*** Data

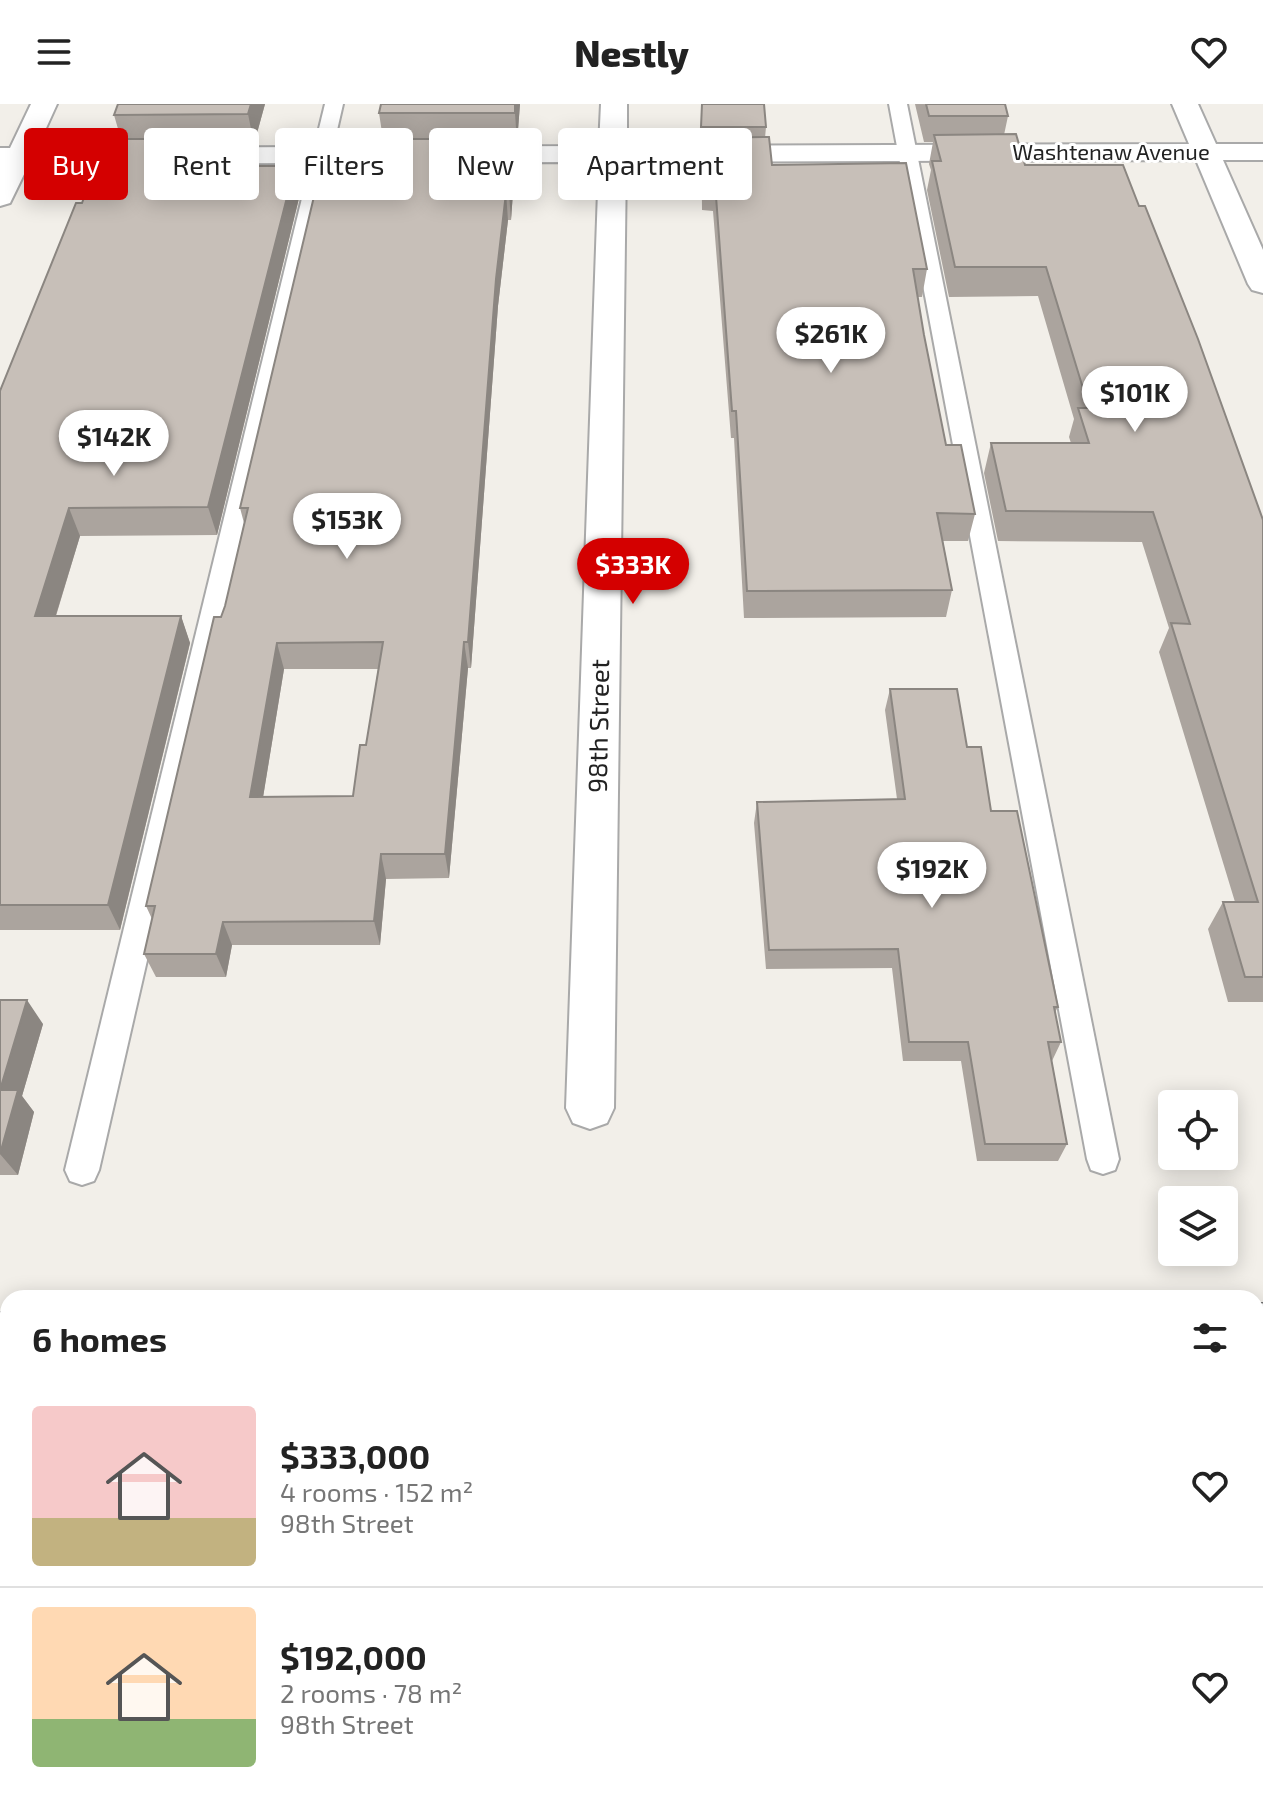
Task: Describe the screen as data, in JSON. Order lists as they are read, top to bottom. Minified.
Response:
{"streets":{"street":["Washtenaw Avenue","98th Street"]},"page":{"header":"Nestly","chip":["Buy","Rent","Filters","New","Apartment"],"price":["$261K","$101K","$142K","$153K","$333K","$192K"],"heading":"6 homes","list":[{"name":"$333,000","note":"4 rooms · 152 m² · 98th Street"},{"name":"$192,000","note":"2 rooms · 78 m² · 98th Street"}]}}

******
*** Data

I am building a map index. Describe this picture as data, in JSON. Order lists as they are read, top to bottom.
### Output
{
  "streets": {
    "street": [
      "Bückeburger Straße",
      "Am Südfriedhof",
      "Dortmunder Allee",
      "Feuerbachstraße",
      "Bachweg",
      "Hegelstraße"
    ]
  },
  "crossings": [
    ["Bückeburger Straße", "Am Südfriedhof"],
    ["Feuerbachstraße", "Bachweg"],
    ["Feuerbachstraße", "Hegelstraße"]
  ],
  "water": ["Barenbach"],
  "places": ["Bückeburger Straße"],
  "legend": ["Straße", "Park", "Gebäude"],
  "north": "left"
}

******

### [Work task]
All lines containing "Order" in the material above should appear in your reply, copied exactly.

### [Reply to the task]
Task: Describe the screen as data, in JSON. Order lists as they are read, top to bottom. Minified.
I am building a map index. Describe this picture as data, in JSON. Order lists as they are read, top to bottom.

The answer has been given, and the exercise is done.